There are many nice aspects of Margarita but above all, it's a duty-free port in the true sense of the word. When you buy liquor at a duty-free shop at the airport, you get your liquor for about 98% of what you would otherwise pay. Most tax savings merely add to the profit of the liquor store, or go to defray their higher-than-normal rent.
But not in Margarita. They recently floated the Bolivar and it tumbled against the dollar so we now have an even better buying situation. Mary and I were at a big store Monday. They had top-of-the line liquor down to good buys on booze for putting fish to sleep (while you extract the hook). Dom Perignon 1993 was $75. They had some great deals on wine and, of course, rum. Mary and I really like the Chilean wines and they had a wide selection. On the high side (by our standards), for those of you who know your wines, they had Santa Carolina "Gran Reserva" 1998 Cabernet Sauvignon from the Maipo Valley in Chile for $7.00/bottle. We haven't tried it yet but last night we tried a Santa Rita 120 Cabernet S 1999 Vinto Tinto for $3.10 per bottle. I liked it a lot but Mary wasn't crazy about it. I think she decides which wines she likes the same way she decides what jewelry she aspires to buy: The more expensive it is, the better it must be.
For rum, I don't remember the price of Bicardi but it was inexpensive by US standards. I seem to remember Cacique rum being good when I've had it in bars so we bought 2 bottles. Their top of the line "Cacique," Ron Extra Anejo, 0.75L, 80 proof was $3.36. But if you didn't want to splurge that much, they had a lower end, Ron Anejo Cacique 0.75L for $2.40! No, no, you wouldn't use that for fish anesthesia; you'd use Aguariente de Cocuy El Jirajara 80 proof rum for $1.25 per bottle! Amazing what you can do when there are no taxes to get in the way! Forgetting liquor tax, two liter bottles of Pepsi were 75 cents each. Isn't that about the same or even cheaper than in the US?
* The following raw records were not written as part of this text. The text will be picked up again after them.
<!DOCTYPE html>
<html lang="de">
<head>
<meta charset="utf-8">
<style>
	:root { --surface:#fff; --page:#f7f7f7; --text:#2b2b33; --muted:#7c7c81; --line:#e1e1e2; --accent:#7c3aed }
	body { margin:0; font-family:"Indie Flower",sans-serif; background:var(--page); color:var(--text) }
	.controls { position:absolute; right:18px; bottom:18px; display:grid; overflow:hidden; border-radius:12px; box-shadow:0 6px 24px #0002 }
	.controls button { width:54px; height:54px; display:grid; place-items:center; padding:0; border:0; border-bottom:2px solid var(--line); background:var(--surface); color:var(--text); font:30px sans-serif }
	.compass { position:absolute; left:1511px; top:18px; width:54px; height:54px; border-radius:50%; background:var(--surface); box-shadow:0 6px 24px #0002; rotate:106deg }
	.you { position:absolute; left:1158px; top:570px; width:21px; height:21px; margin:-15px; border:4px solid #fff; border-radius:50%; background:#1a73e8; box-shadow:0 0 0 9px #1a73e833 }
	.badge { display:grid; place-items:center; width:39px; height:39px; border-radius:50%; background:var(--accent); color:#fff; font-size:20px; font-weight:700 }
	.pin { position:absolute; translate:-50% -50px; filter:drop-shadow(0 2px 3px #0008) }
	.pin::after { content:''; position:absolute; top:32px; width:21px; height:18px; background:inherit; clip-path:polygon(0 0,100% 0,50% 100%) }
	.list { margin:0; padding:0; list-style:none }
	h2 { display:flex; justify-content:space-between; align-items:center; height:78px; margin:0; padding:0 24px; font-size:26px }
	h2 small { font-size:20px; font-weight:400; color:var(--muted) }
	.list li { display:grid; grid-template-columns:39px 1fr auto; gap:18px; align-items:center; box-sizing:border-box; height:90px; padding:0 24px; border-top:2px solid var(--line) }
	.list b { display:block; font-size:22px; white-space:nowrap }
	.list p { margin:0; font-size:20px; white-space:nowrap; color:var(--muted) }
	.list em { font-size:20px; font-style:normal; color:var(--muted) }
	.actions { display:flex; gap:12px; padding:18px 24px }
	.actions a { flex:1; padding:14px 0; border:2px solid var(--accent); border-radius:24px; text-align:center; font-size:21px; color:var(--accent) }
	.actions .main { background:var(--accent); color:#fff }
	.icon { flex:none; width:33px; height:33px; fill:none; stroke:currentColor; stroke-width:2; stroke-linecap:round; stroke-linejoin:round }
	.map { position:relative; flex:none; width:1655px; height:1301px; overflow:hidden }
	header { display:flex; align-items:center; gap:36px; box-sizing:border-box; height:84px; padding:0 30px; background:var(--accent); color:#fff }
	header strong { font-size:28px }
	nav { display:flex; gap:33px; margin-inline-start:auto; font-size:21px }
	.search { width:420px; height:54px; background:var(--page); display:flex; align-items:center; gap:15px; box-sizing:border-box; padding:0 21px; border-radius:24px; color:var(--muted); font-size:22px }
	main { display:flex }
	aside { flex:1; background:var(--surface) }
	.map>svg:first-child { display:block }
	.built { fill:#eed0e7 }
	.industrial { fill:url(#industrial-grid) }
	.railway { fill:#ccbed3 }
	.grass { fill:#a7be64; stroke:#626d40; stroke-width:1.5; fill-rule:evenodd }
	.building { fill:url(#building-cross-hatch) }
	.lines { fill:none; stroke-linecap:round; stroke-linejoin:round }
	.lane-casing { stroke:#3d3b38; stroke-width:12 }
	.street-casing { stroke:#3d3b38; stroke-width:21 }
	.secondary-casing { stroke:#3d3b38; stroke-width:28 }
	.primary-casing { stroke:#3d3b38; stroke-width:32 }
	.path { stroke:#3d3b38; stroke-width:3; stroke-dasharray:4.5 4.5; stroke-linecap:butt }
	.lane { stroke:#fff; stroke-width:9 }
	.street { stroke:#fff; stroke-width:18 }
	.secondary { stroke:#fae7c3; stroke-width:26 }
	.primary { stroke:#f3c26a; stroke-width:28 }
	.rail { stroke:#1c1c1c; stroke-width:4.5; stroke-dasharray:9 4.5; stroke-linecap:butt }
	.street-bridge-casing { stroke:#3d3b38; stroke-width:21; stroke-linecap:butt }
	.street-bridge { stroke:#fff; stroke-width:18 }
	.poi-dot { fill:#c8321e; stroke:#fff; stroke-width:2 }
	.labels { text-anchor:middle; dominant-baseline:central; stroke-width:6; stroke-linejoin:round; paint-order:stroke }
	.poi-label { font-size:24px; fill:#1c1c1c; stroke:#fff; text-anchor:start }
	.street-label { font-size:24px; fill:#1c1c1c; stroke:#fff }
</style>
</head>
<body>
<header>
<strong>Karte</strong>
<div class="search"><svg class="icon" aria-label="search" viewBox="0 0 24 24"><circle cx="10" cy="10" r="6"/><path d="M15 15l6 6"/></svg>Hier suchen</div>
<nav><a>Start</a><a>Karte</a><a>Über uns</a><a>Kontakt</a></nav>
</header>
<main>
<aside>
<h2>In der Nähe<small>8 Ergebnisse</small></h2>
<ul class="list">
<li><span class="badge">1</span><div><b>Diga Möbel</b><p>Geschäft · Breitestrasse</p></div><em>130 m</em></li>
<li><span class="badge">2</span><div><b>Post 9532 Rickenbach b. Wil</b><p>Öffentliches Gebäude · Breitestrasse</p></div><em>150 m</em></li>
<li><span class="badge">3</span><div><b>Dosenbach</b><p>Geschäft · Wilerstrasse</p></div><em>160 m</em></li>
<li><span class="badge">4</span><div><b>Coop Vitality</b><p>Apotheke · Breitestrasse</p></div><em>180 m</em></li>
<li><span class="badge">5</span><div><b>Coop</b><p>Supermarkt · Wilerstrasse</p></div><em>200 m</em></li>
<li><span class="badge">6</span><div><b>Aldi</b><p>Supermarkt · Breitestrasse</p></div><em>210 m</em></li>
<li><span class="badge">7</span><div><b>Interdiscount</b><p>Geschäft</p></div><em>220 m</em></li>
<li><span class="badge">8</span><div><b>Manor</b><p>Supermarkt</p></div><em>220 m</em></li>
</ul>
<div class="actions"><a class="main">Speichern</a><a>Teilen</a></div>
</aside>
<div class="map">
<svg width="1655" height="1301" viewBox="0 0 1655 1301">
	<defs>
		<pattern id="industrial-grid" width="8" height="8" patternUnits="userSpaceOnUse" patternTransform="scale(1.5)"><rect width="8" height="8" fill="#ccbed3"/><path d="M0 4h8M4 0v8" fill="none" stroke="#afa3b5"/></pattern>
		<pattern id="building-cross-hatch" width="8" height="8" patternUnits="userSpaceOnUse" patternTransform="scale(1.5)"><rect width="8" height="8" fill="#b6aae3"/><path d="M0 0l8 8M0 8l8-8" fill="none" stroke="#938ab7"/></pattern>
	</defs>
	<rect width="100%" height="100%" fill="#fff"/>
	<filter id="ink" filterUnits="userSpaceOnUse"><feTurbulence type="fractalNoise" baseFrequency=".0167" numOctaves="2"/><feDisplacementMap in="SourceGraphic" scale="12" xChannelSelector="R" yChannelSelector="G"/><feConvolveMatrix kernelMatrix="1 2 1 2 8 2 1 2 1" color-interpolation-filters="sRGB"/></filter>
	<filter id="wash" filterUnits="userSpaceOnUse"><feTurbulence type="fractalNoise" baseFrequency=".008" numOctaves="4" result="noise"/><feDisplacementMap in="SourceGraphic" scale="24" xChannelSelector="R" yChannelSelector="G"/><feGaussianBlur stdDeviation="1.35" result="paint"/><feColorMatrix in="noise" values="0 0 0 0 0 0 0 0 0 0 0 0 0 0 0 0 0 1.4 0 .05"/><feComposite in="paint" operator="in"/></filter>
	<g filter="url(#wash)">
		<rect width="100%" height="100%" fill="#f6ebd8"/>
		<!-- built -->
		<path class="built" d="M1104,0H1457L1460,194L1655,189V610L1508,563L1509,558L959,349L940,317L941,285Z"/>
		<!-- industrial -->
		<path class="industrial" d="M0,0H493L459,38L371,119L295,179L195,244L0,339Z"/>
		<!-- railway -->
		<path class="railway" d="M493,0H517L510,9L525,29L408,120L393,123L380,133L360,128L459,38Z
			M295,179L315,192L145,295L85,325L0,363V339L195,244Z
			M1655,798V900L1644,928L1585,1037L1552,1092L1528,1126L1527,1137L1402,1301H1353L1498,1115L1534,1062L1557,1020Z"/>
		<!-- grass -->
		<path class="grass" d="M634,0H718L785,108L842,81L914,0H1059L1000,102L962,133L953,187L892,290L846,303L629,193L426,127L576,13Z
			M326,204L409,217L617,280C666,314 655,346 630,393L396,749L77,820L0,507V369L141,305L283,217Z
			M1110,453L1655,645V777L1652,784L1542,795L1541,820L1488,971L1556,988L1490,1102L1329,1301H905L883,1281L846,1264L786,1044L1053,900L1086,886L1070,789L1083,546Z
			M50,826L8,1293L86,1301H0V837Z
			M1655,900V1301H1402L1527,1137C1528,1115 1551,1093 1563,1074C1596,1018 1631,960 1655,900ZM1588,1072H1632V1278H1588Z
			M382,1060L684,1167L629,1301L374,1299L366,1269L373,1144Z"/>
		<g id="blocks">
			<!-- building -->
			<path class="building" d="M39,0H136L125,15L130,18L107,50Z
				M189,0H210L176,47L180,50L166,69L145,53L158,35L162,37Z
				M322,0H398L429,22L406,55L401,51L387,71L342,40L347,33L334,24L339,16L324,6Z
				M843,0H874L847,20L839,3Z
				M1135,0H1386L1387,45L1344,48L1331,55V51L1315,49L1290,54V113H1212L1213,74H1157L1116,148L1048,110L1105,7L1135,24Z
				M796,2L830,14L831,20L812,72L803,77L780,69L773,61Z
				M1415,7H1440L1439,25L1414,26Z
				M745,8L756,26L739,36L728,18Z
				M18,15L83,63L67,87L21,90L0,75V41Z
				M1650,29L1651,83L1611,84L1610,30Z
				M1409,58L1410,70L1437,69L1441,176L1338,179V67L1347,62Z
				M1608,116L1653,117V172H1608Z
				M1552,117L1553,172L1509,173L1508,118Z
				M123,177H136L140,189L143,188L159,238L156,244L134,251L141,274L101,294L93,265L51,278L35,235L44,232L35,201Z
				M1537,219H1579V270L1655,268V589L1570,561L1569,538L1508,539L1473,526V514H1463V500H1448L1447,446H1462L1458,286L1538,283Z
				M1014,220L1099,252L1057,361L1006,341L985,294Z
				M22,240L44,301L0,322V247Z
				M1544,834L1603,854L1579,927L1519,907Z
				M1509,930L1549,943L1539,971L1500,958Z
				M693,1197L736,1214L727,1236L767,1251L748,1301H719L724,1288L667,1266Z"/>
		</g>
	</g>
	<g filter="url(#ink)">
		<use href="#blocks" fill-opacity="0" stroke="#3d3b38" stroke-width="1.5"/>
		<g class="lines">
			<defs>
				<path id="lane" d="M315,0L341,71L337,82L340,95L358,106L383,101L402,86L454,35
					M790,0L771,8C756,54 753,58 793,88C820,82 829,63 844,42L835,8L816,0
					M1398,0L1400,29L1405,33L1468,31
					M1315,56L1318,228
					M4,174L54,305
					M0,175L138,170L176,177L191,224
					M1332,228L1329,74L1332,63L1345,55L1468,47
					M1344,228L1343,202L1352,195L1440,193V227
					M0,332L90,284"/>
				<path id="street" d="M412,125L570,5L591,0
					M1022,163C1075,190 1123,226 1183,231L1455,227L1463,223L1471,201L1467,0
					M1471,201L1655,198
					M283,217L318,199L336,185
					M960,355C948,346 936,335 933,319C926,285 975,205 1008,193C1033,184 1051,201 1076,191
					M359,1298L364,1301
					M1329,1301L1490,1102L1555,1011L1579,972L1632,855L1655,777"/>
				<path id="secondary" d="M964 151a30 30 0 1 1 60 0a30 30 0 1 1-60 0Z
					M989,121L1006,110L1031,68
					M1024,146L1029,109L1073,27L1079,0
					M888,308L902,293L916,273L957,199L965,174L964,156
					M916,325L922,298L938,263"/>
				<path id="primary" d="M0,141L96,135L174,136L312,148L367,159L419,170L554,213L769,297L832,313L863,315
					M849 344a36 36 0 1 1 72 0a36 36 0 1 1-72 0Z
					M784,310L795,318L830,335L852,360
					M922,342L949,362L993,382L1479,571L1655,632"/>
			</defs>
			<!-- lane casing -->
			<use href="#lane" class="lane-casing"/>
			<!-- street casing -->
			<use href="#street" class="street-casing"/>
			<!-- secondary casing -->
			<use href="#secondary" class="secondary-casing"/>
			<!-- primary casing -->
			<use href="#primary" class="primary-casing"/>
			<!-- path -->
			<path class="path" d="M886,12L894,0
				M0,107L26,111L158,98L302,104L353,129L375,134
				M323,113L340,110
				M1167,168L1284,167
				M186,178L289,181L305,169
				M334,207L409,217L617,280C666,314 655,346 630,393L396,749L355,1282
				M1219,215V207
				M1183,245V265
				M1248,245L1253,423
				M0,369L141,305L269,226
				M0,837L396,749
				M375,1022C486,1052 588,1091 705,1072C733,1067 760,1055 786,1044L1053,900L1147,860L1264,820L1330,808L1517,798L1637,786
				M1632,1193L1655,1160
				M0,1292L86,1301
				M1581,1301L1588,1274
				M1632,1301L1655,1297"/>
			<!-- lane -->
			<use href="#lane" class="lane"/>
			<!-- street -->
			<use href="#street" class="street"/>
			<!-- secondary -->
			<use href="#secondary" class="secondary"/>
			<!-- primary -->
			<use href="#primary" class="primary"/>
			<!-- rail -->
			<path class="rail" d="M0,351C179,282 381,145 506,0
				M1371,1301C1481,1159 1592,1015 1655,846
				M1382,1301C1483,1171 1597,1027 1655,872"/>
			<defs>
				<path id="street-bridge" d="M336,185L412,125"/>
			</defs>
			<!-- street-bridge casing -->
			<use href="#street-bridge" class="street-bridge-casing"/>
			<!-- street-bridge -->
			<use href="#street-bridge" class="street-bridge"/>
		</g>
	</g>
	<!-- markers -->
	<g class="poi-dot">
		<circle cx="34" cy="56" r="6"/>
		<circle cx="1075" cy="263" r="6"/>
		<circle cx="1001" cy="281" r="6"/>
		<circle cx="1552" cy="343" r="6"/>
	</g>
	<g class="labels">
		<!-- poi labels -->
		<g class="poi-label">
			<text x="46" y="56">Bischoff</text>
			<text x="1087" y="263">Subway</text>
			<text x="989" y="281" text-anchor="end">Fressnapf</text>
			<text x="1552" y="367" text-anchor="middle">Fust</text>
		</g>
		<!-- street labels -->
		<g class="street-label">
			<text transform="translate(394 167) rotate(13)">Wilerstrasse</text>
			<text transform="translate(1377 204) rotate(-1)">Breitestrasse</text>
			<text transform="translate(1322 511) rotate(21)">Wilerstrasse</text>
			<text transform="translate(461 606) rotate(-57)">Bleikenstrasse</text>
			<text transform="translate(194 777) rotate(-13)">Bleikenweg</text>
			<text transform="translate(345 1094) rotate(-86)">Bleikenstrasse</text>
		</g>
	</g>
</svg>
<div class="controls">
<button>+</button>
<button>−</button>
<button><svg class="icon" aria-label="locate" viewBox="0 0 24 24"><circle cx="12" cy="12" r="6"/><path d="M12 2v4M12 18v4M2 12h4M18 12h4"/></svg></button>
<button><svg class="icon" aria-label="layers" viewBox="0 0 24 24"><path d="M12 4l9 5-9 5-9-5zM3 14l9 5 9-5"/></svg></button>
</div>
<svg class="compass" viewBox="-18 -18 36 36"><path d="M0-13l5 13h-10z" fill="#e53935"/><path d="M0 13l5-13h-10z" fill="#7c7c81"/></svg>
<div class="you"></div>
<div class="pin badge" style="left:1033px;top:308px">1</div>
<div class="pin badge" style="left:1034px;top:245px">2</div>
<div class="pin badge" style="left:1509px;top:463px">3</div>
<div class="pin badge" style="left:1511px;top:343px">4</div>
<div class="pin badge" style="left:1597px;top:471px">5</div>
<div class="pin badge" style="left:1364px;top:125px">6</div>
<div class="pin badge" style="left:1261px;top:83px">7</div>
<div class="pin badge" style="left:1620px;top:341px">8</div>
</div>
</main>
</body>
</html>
In summary, Mary and I may not be able to afford to leave here!
Oh, for housekeeping, we have a change of address: Our AOL email address will remain the same but for short messages, our on board email address has changed. Instead of using CruiseEmail, we have switched to Sailmail (which we greatly prefer). Our new address will be WDA2907 at Sailmail Dot Com (disguised to avoid email harvesters but you can figure it out) until May 3, with the biggest advantage being that you will not have to remember to put our call sign in the subject line since it is now embedded in the address. We will typically get that email once or twice per day [in winter months] whereas we only check AOL while we are in port. It's the opposite in summer time. A page of text or two of text is perfectly OK at Sailmail but you cannot attach files, include graphics, and please, no forwarded jokes, virus warnings, etc. Please send any of that to LeeSail@aol.com.
Hope all is well with you and your family!